Agriculture et environnementDe la terre et des plantes pour purifier les eaux de lavage
Un procédé breveté par l’Hepia permet de protéger les cours d’eau de la pollution lors du nettoyage des machines agricoles.

On dirait un de ces murs végétaux comme on en aménage pour lutter contre les îlots de chaleur ou pour leur beauté. Celui-ci, d’ailleurs, est du plus bel effet au printemps, couvert de fleurs. Mais il n’est pas là juste pour faire joli. Il s’agit en fait d’un procédé inventé à l’Hepia (Haute École du paysage, d’ingénierie et d’architecture) pour traiter les eaux de lavage du matériel agricole en évitant de polluer les rivières.
L’association faîtière AgriGenève présentait ce système ce vendredi à une vingtaine d’agriculteurs genevois réunis au domaine viticole de Champigny, à Satigny. «Nous sommes sur le bassin-versant du Nant d’Avril, indique Céline Abadia, ingénieure agronome chez AgriGenève. Or, le WWF a un projet de renaturation de ce cours d’eau, que nous soutenons, et dont la charte vise à limiter la pollution des eaux de surface.»
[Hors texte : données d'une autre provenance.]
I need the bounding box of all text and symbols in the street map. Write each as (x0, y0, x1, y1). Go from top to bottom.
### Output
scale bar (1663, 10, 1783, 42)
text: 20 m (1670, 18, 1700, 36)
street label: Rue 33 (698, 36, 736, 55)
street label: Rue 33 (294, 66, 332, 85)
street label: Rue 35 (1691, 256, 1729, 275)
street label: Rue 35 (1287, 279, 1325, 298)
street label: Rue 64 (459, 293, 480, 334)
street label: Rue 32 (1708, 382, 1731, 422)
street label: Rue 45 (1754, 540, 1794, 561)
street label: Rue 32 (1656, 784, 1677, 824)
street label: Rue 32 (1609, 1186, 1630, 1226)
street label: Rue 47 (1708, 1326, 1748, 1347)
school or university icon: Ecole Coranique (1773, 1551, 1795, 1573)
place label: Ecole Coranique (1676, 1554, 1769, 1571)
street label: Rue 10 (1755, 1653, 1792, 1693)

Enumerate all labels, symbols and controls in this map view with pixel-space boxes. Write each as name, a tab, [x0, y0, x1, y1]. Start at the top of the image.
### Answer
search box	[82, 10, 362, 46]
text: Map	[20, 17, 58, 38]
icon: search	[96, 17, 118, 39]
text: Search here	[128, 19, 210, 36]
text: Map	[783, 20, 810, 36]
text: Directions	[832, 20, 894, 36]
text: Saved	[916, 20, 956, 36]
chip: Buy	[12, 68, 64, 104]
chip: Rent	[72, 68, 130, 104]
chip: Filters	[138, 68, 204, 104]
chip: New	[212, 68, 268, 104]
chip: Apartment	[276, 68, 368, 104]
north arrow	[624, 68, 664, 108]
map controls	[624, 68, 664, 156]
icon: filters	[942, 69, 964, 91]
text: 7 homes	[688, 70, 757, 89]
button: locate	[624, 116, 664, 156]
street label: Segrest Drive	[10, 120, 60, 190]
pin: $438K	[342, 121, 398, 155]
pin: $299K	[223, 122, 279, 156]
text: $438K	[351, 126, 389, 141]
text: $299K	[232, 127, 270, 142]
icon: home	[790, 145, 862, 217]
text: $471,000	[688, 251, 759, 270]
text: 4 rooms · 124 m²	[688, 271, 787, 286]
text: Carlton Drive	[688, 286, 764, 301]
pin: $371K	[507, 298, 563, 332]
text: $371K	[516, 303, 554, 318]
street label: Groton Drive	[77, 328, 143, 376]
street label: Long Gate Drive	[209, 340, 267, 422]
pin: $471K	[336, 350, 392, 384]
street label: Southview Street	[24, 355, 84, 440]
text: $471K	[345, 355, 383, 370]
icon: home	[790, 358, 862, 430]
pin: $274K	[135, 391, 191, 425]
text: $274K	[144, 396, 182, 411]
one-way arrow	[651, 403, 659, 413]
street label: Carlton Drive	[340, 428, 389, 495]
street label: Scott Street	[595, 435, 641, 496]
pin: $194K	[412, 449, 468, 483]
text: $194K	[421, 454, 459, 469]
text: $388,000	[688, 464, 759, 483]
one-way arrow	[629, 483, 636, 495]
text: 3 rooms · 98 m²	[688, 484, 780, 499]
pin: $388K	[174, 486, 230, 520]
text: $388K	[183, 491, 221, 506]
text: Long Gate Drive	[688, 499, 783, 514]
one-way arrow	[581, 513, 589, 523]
Quand ils ont fini d’épandre des pesticides sur leurs cultures, les agriculteurs doivent nettoyer les cuves qui les ont contenus, ainsi que les pulvérisateurs. Mais pas question de faire ça n’importe comment. Si l’eau de lavage part dans les conduits d’évacuation des eaux de pluie, les résidus de produits phytosanitaires vont tout droit dans les rivières, où ils peuvent tuer les poissons. Même ceux admis dans l’agriculture bio sont nocifs pour la faune aquatique.
Eliminer les pesticides naturellement
Pas question non plus d’utiliser le réseau d’eaux usées. «Les stations d’épurations ne peuvent pas éliminer les pesticides, explique Yvan Genoud, ingénieur à l’Office cantonal de l’eau (OCEau). Sans ce genre de procédé, soit il faut nettoyer le matériel directement dans les champs – mais ce n’est pas l’idéal car on doit changer d’endroit à chaque fois – soit il faut amener les eaux de lavage ou le solde de bouillie dans des infrastructures pour les déchets spéciaux.»
Ici, les eaux de lavage passent d’abord dans un filtre qui retient le cuivre (utilisé notamment contre le mildiou), puis dans le mur végétal. «Un substrat composé de compost, de fibre de bois, de terre végétale et de billes d’argile permet de dégrader les pesticides comme cela se passerait dans le sol», explique Nicolas Ecabert, fondateur de la start-up ecaVert, qui commercialise le système breveté à l’Hepia. Puis, les plantes évacuent l’eau par évapotranspiration. «Nous utilisons des heuchères, ce sont les plantes qui résistent le mieux.»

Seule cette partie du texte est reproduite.